Es verdad que los lunes son el peor día de la semana. Pero en este despacho de la Secretaría de Estado de la Presidencia los lunes son como todos los demás. Si algún empleado de confianza, que son los únicos que pueden traspasar estas recias puertas de caoba, hubiese tenido la ocurrencia de venir un lunes medio amodorrado, con resaca, o más lento de lo habitual, el amanecer del martes lo hubiese sorprendido cumpliendo alguna misión patriótica indicada por el Jefe, en persona, por ejemplo llevar la contabilidad de las hojas, flores y frutos de los cafetos, en alguna remota hacienda de la Línea Noroeste.

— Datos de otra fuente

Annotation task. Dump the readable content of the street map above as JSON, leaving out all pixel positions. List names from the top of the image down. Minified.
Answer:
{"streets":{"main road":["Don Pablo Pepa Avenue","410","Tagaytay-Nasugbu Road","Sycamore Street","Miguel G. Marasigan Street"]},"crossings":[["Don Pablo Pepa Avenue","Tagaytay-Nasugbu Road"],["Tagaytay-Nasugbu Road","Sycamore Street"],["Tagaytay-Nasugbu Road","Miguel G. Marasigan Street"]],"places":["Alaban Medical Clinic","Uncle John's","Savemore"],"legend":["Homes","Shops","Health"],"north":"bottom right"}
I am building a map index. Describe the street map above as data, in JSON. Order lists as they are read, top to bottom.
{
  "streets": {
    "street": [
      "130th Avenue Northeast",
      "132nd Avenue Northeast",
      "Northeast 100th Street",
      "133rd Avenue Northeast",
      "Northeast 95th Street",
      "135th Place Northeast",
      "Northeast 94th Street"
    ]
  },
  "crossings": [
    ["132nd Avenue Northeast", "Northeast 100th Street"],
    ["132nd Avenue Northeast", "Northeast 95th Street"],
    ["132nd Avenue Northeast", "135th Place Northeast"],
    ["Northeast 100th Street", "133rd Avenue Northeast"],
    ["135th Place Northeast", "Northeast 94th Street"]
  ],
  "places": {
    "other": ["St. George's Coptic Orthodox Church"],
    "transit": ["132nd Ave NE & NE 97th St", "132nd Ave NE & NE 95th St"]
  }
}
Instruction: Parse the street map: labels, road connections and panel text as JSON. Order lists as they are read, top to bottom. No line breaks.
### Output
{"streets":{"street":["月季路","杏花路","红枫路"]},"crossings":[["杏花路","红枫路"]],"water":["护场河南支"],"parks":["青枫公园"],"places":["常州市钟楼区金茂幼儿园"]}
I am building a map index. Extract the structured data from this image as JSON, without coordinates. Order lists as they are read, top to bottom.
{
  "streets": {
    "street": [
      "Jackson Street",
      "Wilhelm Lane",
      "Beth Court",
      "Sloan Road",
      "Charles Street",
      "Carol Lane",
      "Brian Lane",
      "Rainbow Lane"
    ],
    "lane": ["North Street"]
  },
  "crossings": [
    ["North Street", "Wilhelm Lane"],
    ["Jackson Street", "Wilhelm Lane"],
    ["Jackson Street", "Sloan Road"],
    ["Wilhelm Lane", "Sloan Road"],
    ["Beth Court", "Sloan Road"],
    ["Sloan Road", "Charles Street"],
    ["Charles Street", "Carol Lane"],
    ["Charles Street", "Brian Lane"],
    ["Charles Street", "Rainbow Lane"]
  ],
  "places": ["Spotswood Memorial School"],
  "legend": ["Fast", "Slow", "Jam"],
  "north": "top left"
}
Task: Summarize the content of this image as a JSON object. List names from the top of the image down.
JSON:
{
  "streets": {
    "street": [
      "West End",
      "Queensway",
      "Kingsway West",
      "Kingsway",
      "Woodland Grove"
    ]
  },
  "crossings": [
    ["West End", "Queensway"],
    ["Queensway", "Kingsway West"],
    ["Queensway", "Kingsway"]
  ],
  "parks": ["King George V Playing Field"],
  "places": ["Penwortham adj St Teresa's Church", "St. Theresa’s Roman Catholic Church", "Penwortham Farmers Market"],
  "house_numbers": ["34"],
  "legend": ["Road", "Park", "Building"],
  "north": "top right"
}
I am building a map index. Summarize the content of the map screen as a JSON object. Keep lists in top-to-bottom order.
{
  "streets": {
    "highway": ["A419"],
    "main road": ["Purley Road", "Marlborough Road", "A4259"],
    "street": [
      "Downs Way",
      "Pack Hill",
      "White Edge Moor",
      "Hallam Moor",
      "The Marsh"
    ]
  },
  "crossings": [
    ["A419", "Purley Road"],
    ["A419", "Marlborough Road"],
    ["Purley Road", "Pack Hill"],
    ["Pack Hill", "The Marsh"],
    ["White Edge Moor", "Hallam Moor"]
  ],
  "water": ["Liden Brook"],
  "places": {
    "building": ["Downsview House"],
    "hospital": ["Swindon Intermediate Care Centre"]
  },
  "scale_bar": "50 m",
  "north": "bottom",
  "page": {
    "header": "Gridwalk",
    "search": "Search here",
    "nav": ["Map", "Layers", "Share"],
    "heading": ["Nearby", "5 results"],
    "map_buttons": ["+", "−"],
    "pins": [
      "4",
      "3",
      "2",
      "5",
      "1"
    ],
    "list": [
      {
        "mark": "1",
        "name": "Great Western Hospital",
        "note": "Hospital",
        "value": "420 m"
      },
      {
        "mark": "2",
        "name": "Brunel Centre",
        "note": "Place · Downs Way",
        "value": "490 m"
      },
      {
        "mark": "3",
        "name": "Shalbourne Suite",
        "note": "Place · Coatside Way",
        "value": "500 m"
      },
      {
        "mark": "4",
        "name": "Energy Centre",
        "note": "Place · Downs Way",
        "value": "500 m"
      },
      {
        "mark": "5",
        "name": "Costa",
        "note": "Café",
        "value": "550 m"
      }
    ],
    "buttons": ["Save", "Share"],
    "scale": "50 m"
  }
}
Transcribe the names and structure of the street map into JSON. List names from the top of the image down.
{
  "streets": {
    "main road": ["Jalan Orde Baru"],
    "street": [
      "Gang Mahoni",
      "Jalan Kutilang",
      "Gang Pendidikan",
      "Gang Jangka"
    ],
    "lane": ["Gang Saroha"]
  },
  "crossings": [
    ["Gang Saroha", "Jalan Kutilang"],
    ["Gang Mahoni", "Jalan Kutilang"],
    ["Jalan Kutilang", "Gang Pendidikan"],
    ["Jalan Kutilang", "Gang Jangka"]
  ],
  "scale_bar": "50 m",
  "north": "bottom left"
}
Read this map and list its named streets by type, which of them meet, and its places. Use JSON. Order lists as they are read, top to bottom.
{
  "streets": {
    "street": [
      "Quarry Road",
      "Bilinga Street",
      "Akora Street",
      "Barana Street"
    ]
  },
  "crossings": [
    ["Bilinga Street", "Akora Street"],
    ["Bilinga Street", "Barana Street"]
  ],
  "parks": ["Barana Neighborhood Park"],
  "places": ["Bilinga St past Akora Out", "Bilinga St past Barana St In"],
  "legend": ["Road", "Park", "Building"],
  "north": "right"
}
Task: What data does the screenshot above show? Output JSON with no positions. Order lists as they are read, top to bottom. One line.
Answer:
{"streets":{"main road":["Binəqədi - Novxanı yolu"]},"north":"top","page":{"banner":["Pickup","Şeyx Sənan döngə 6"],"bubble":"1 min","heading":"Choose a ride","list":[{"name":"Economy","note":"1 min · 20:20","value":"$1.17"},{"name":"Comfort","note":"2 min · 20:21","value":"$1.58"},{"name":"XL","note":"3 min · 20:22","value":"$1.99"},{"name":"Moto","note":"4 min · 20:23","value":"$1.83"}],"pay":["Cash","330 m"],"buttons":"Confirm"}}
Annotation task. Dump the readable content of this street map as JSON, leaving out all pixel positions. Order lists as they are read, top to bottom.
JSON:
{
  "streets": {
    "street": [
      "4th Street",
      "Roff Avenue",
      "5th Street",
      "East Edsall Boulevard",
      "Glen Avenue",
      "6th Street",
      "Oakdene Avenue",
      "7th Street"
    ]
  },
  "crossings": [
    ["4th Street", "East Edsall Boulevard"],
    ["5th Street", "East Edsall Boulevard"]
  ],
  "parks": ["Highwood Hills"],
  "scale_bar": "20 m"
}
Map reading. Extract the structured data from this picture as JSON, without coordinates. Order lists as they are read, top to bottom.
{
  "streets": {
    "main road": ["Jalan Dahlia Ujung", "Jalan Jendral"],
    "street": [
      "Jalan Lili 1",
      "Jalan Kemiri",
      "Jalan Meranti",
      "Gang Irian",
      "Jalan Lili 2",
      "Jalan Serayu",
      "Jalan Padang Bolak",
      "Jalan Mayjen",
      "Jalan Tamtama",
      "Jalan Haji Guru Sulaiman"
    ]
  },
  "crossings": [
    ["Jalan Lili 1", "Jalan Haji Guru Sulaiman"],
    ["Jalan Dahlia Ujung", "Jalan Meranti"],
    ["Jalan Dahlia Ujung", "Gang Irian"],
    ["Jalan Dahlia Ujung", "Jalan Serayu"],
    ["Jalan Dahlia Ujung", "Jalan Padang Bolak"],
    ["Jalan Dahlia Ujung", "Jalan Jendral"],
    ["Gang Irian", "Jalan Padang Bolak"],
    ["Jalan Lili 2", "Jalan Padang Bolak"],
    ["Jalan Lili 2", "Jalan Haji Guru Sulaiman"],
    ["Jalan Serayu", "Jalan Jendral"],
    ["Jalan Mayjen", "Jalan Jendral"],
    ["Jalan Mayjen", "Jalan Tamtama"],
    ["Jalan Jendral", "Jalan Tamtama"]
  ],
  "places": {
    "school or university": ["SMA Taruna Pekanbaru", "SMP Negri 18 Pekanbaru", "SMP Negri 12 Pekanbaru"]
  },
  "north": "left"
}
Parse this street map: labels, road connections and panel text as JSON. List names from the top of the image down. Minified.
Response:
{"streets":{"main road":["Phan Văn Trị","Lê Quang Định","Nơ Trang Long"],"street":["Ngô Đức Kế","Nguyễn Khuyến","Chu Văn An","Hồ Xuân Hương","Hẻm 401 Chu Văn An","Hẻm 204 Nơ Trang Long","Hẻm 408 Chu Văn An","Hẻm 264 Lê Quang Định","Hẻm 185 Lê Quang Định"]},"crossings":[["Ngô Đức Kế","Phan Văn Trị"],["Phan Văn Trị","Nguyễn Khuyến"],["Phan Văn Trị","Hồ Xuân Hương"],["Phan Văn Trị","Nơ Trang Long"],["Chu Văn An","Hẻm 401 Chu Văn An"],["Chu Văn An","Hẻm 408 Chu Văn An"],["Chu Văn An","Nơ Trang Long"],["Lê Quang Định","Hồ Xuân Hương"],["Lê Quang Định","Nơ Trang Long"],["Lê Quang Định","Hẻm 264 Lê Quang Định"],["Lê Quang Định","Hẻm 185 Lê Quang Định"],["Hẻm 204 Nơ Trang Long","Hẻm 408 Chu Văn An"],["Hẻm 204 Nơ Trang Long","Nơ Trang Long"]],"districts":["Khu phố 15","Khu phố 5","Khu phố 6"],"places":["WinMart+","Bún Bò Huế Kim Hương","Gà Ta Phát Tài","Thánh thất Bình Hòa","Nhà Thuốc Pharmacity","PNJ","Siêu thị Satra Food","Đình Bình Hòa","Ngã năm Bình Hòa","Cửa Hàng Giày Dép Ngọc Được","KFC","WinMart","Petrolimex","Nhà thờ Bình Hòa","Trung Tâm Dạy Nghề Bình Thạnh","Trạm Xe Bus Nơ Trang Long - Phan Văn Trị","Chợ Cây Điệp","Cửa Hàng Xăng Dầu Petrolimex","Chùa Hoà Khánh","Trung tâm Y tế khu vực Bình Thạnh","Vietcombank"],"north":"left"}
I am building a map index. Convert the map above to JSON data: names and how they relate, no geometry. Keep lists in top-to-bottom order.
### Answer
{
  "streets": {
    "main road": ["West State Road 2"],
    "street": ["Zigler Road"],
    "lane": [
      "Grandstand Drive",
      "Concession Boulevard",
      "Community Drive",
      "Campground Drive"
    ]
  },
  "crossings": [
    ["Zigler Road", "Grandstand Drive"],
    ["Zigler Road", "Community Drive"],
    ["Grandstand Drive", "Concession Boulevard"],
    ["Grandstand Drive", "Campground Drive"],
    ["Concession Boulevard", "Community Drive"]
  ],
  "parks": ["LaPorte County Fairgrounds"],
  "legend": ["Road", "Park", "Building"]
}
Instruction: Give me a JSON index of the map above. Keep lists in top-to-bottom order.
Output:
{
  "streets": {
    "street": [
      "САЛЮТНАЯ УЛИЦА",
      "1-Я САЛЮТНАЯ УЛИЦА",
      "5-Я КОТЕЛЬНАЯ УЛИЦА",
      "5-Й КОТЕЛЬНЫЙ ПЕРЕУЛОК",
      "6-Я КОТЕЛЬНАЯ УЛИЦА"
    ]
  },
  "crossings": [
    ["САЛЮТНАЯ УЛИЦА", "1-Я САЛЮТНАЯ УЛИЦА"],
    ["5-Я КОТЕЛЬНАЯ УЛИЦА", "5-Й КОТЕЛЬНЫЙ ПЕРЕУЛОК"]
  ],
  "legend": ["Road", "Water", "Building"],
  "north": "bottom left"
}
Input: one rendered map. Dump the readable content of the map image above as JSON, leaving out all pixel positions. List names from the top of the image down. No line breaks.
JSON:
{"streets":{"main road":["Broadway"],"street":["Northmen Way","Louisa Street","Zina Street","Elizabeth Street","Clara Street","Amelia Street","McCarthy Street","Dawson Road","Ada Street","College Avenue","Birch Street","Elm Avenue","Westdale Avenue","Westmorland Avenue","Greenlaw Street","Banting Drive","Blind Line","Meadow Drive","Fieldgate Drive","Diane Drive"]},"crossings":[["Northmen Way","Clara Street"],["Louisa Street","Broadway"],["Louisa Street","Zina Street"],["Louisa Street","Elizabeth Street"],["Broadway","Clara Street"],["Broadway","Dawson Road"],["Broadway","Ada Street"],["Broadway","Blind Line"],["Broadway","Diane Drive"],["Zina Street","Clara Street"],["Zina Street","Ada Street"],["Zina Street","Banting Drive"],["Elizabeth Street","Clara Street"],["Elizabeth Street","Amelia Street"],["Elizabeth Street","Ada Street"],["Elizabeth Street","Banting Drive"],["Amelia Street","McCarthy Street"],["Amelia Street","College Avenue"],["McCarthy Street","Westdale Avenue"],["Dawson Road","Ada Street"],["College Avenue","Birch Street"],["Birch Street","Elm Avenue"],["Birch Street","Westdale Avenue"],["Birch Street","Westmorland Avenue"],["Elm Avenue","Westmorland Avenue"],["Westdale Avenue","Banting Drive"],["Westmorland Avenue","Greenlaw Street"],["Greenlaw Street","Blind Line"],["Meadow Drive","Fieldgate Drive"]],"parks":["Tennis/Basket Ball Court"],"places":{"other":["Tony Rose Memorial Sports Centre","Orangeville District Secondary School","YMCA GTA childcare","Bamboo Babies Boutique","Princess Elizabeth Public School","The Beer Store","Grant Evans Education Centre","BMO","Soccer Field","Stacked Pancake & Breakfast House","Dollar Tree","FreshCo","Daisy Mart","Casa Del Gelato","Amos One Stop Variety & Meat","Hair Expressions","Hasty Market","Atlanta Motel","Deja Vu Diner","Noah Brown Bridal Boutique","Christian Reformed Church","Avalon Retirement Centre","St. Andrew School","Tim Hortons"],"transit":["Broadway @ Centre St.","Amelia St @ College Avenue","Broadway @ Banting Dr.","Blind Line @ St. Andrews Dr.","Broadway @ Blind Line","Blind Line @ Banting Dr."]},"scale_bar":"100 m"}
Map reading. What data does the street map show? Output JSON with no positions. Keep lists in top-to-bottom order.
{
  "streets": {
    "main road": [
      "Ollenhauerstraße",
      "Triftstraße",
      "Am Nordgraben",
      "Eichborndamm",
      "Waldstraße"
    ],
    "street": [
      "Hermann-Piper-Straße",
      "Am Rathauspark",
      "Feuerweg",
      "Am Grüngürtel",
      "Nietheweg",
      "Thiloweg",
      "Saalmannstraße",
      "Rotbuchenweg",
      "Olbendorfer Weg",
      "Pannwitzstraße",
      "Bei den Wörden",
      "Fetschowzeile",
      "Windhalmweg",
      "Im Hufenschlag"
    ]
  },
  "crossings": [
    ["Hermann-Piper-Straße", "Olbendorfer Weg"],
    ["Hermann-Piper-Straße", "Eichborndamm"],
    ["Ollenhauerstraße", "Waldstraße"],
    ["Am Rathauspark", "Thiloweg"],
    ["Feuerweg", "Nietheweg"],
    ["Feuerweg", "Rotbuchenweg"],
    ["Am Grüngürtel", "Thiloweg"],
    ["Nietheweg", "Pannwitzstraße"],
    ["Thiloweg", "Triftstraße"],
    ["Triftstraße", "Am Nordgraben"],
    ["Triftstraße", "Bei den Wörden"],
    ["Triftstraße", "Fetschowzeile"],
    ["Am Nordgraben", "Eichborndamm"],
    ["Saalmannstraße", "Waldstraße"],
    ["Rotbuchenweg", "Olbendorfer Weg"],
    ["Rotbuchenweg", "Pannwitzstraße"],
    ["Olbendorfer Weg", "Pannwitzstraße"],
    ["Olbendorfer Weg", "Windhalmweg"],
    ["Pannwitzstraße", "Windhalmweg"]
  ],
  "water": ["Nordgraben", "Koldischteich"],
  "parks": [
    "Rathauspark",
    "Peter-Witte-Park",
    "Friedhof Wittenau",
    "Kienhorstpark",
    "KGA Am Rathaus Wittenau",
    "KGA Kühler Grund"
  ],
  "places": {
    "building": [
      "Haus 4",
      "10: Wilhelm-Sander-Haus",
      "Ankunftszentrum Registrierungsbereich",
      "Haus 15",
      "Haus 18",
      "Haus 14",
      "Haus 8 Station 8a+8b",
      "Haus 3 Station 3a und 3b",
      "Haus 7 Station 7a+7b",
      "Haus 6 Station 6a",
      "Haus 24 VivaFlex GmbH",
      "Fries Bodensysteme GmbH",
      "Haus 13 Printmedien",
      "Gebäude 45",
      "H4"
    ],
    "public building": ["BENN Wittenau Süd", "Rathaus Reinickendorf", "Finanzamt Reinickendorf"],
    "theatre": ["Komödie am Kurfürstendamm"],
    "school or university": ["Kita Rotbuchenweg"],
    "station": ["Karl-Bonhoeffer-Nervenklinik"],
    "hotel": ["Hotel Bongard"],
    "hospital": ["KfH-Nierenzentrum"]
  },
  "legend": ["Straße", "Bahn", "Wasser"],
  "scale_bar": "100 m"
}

Por eso este lunes, para ser exactos, el 25 de febrero de 1935, todos los que aquí laboran se afanan de un lado a otro, sin tiempo apenas para mascullar o recibir una orden, inmersos en los papeles y las carpetas con bordes dorado, que guardan la correspondencia privada del Jefe, o las azules, que preservan el cronológico de todos los documentos que salen de esta dependencia, agrupados en tomos de 500 copias, mecanografiados en papel transparente.

En medio de esta colmena, ubicado su escritorio sobre una tarima a cierta altura, está el Subsecretario, en este caso, el sr Emilio Espinosa, impecable, severo, ordenado como un oficial prusiano y revestido de cierta complacencia por ser el director de una orquesta perfectamente acoplada, o el fabricante de un reloj infalible, cuyas ruedecillas giran a toda velocidad, sin chocar unas con otras, en absoluto silencio.

Cada movimiento del sr Espinosa es el exacto. Si mueve la mano derecha, enseguida recibe una carpeta lista para su escrutinio final, y aprobada esta, mueve la izquierda para pasarla al funcionario que durante el día estampa hojas de oficio, informes, cartas y memorandos con los sellos "Visto por el Jefe", "Aprobado por el Jefe", o "Denegado por el Jefe".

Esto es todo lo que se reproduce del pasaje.